One of two co-chairs of the Democratic platform committee meeting in Orlando – the other is former Atlanta Mayor Shirley Jackson – Malloy presided over debates and votes on dozens of amendments that would modify a draft platform, a nonbinding document that serves as a guidepost for the party.
The draft was hammered out by a 15-person drafting committee last month and the final document will be voted on by the 4,765 delegates to the Democratic National Convention in Philadelphia at the end of the month.
Shortly after the start of the platform committee meeting Friday, sensing discord, Malloy said, “There will be disagreements, but we don’t have to be disagreeable in the process.”
A big flashpoint on Saturday occurred early in the committee’s session with consideration of an amendment by Sanders supporter Jim Hightower, a progressive Texas political activist, that would have barred Congress from considering a vote on the Trams-Pacific Partnership trade agreement.
“The TPP is 2,000 pages of unadulterated manure,” Hightower said.
Malloy tried to keep him to his five-minute limit.
“You’ve got a lot of people behind you, you have got two minutes,” the governor said.
The TPP amendment was Sanders’ key issue in Orlando. But the White House had lobbied members of the platform committee to reject Hightower’s amendment, and it failed on a 116-64 vote to jeers and booing.
Instead the committee adopted an alternative amendment in opposition to “trade agreements that do not support good American jobs, raise wages, and improve our national security.”
Rep. Rosa DeLauro, D-3rd District, an arch-foe of the TPP who says it would cost U.S. jobs and weaken U.S. environmental and health regulations, reacted swiftly to the platform committee’s action.
“The Democratic Party’s nominee, Hilary Clinton, has made her opposition to the agreement clear, that this bad agreement should not be considered by Congress, before or after the election,” she said.
Sanders controlled about 70 votes of the 187-member committee, with Clinton having the backing of about 100 and the remainder being appointees of the Democratic National Committee.
One Sanders supporter was Victoria Cassano, an occupational physician from Hartford and one of two Connecticut members of the platform committee, besides Malloy.
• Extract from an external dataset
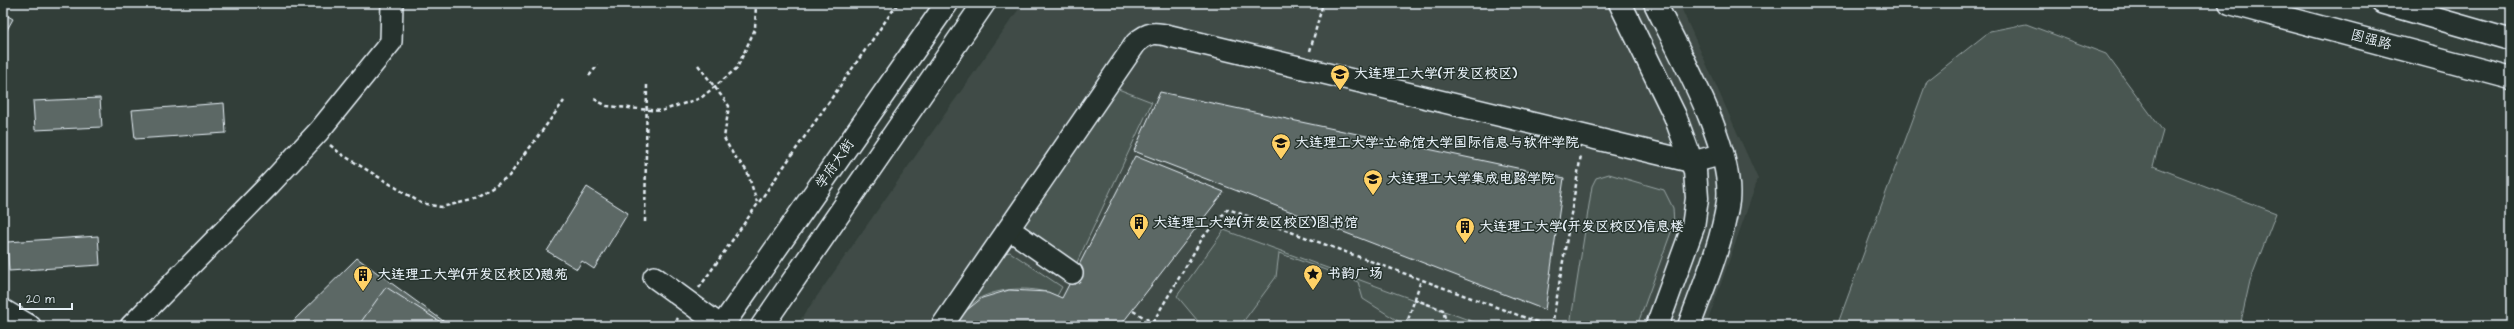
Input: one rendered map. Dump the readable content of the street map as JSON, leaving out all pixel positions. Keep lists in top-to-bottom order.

Cassano said she was disappointed in the defeat on the trade issue, but understood why fellow Democrats voted to kill it.
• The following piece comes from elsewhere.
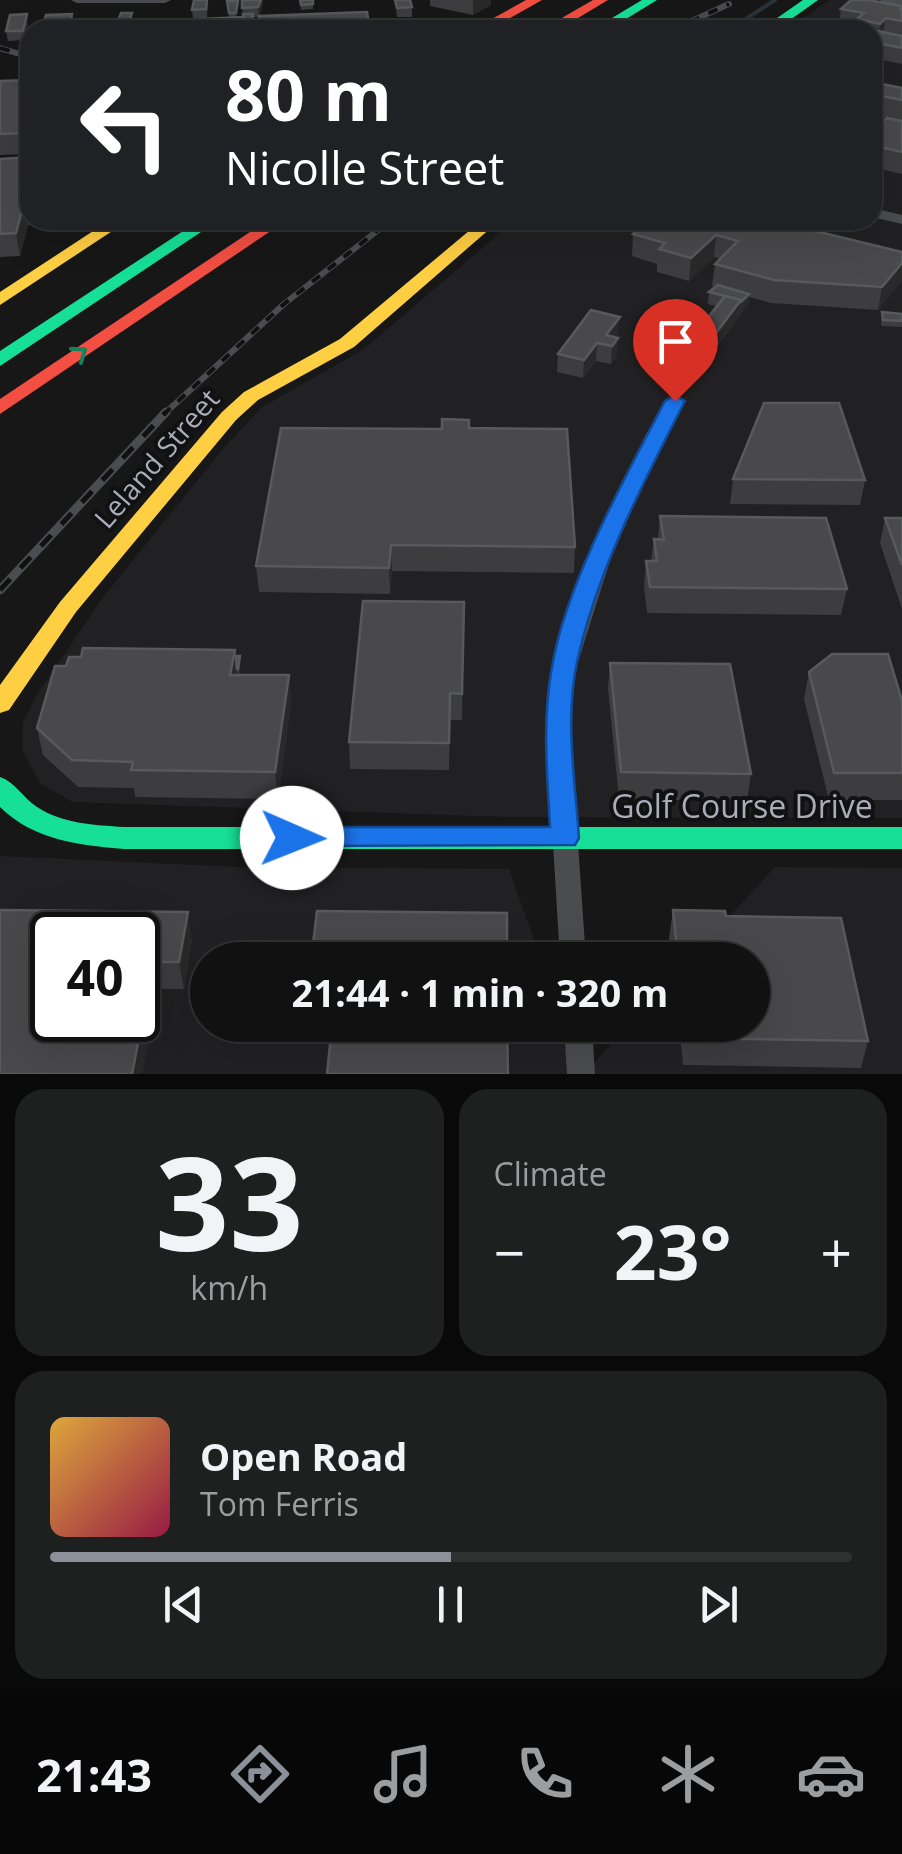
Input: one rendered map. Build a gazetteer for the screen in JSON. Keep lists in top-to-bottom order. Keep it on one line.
{"streets":{"main road":["Leland Street","Golf Course Drive"]},"page":{"turn":["80 m","Nicolle Street"],"limit":"40","trip":"21:44 · 1 min · 320 m","tile":[["33","km/h"],"Climate"],"heat":["−","23°","+"],"song":["Open Road","Tom Ferris"],"tabs":"21:43"}}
“Nobody wants to oppose something that (Obama) has put together,” she said.
When a protest in support of a Sanders-backed amendment in support of Palestinians living in Gaza broke out, Malloy calmly called for it to be read a second time, above the din.
The amendment failed on a 95-72 vote, sparking more protest and walkouts by Sanders supporters.
Agreement on health care
Although there have been moments of “high drama” as the nation’s Democrats craft the policy document that aims to unite the party, Cassano said, “There are people on both sides who are pretty reasonable.”
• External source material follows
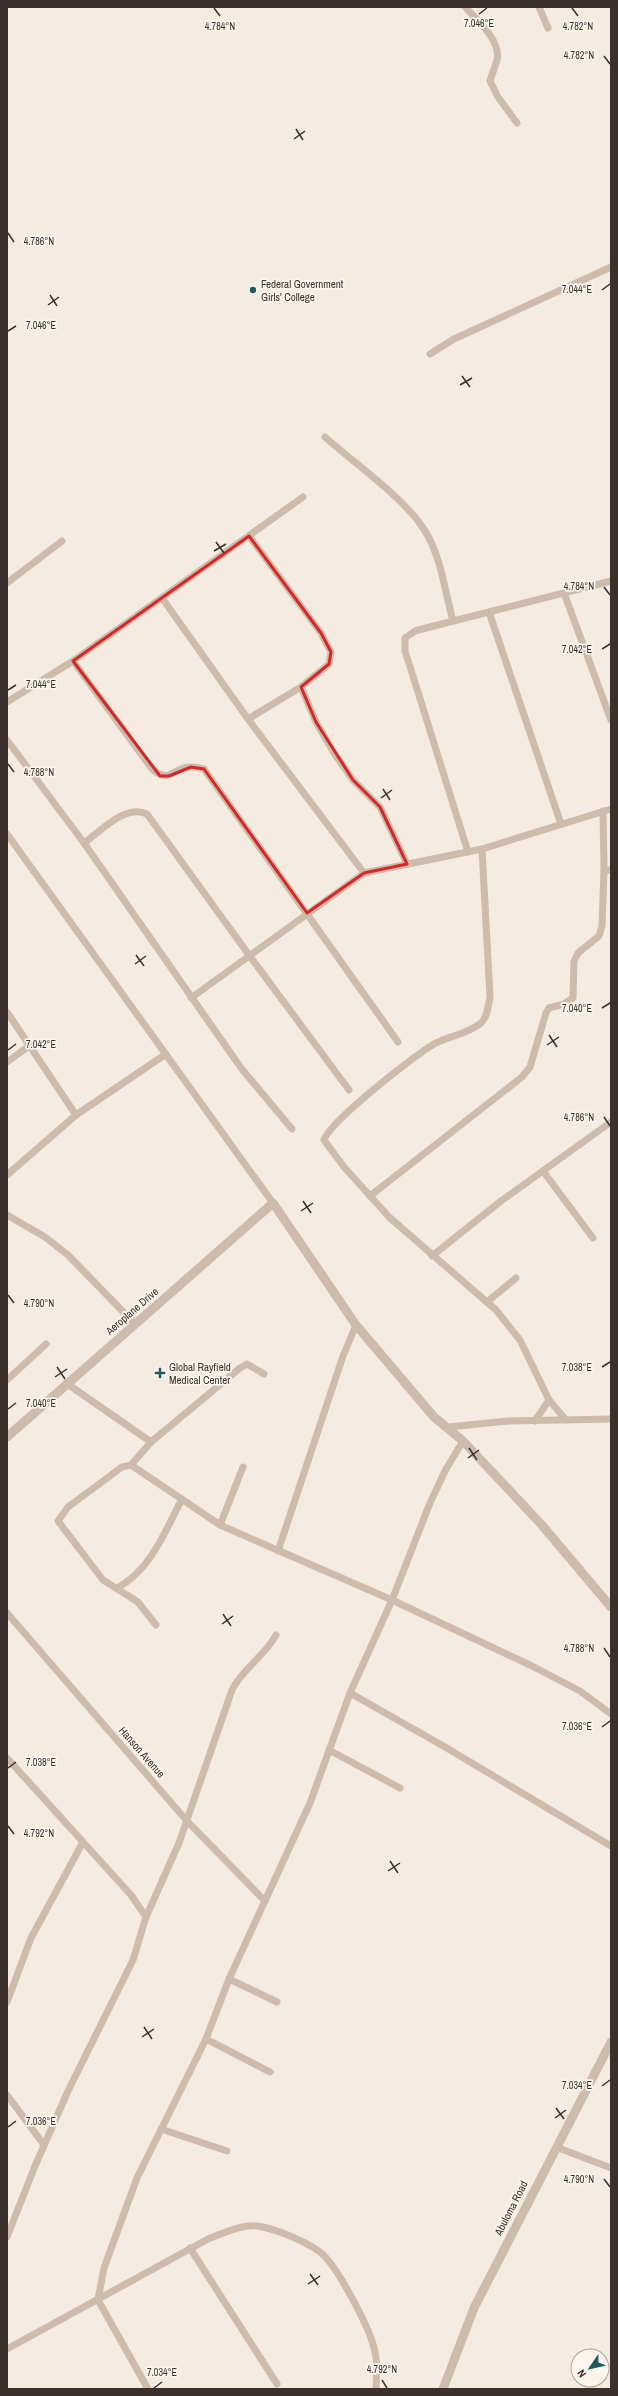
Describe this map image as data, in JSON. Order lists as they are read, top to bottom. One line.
{"streets":{"street":["Aeroplane Drive","Hanson Avenue","Abuloma Road"]},"places":{"other":["Federal Government Girls' College"],"health":["Global Rayfield Medical Center"]},"north":"bottom left","coordinates":["7.046°E","4.784°N","4.782°N","4.786°N","7.044°E","7.042°E","4.788°N","7.040°E","4.790°N","7.038°E","7.036°E","4.792°N","7.034°E"]}
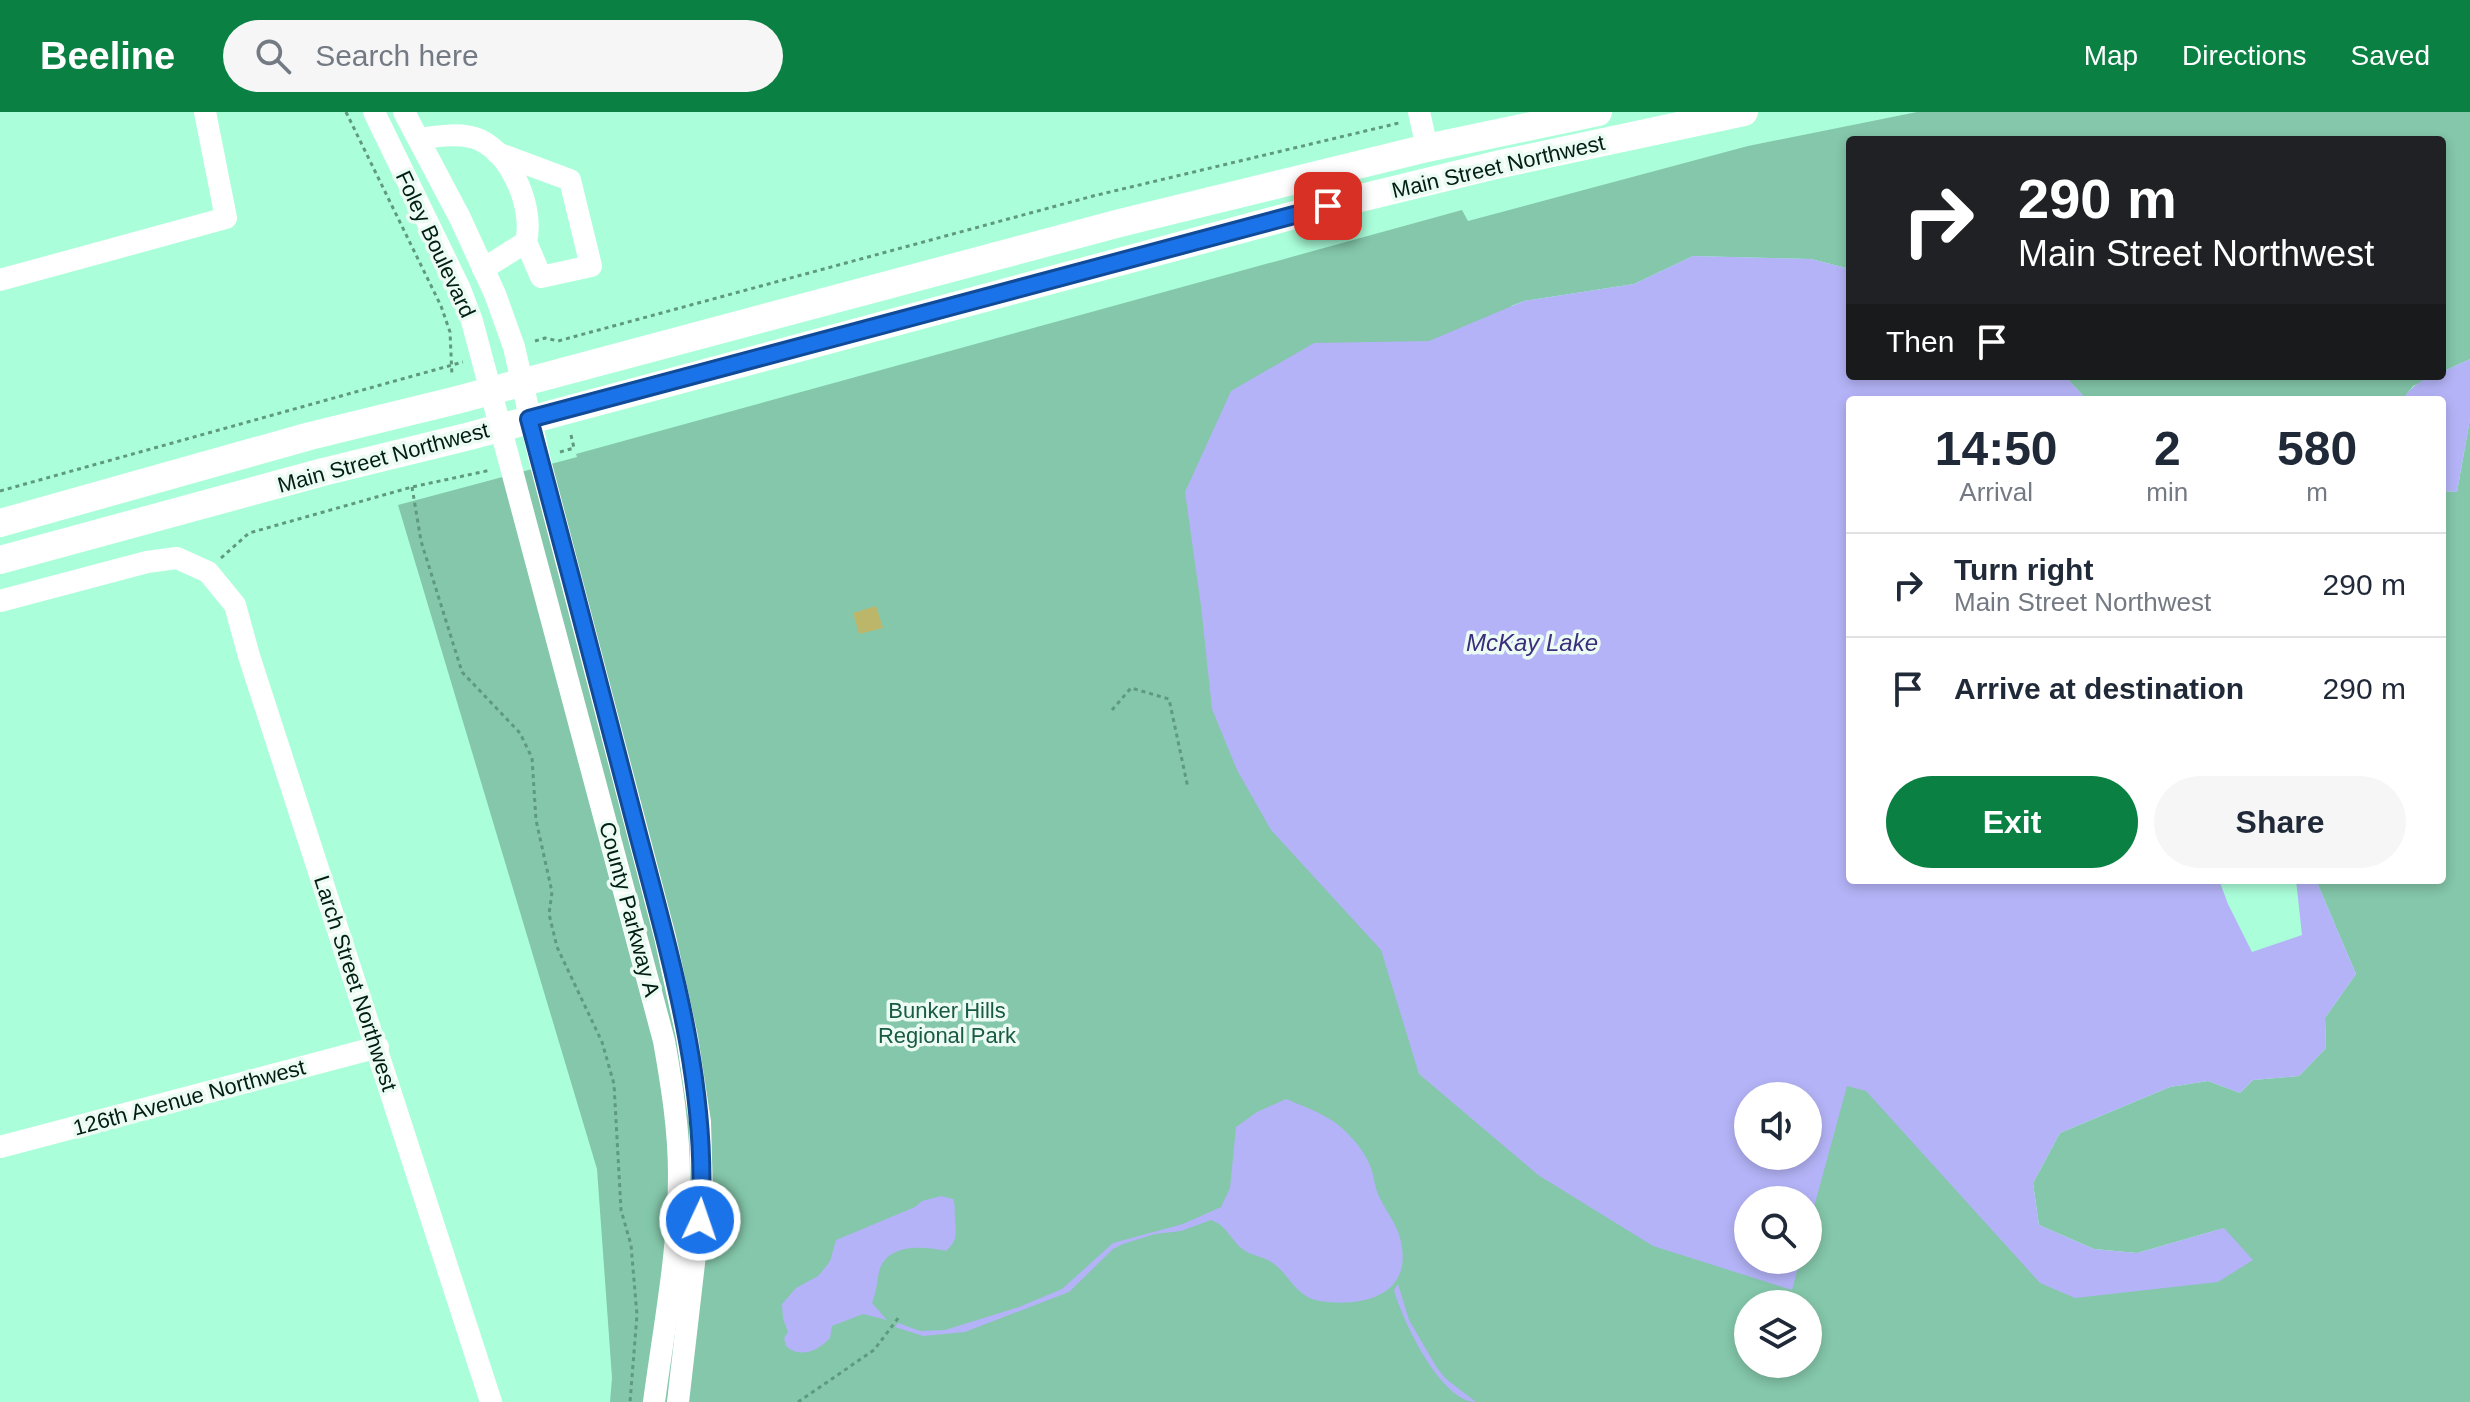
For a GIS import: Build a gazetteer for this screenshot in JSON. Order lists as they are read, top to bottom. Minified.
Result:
{"streets":{"main road":["Main Street Northwest"],"street":["Foley Boulevard","County Parkway A","Larch Street Northwest","126th Avenue Northwest"]},"crossings":[["Main Street Northwest","Foley Boulevard"],["Main Street Northwest","County Parkway A"],["Foley Boulevard","County Parkway A"],["Larch Street Northwest","126th Avenue Northwest"]],"water":["McKay Lake"],"parks":["Bunker Hills Regional Park"],"page":{"header":"Beeline","search":"Search here","nav":["Map","Directions","Saved"],"turn":["290 m","Main Street Northwest"],"then":"Then","eta":["14:50","Arrival","2","min","580","m"],"list":[{"name":"Turn right","note":"Main Street Northwest","value":"290 m"},{"name":"Arrive at destination","value":"290 m"}],"buttons":["Exit","Share"]}}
One attempt at compromise occurred over health care.
On Saturday, Clinton announced her support for a “public option” in health insurance and proposed additional funding for community-based centers championed by Sanders.
In a statement Clinton said she would “affirm” her support to allow state health insurance exchanges to offer government-run health plans as part of the Affordable Care Act.
Clinton also said she would support allowing people 55 and older to buy into Medicare, a program now limited to those 65 and older.
Michael Mandell, the executive director of the Connecticut Democratic Party, accompanied Malloy to Orlando.
“People are working together, people are having a chance to debate issues they care about,” he said.
Sanders won a key victory when the committee voted to toughen the platform’s call for a $15-an-hour minimum wage, but two Sanders-backed amendments on Social Security policy were rejected. One would have eliminated the cap on Social Security taxes on those earning $250,000 or more a year and another would have created a new cost of living index for Social Security benefits.
Cassano said she was surprised they were rejected. An occupational physician, she hoped the panel would adopt her amendment, expected to be considered late Saturday, that would boost federal funding for public health education.
Although Sanders objected to Malloy’s role as co-chair of the committee, saying the governor is too tied to Clinton to be impartial, Cassano said Malloy handled the job well.
“He’s fair, he’s balanced and he made wonderfully appropriate remarks at a memorial service for the victims at the Pulse nightclub,” she said.
The memorial was held at the Orlando art museum on Friday.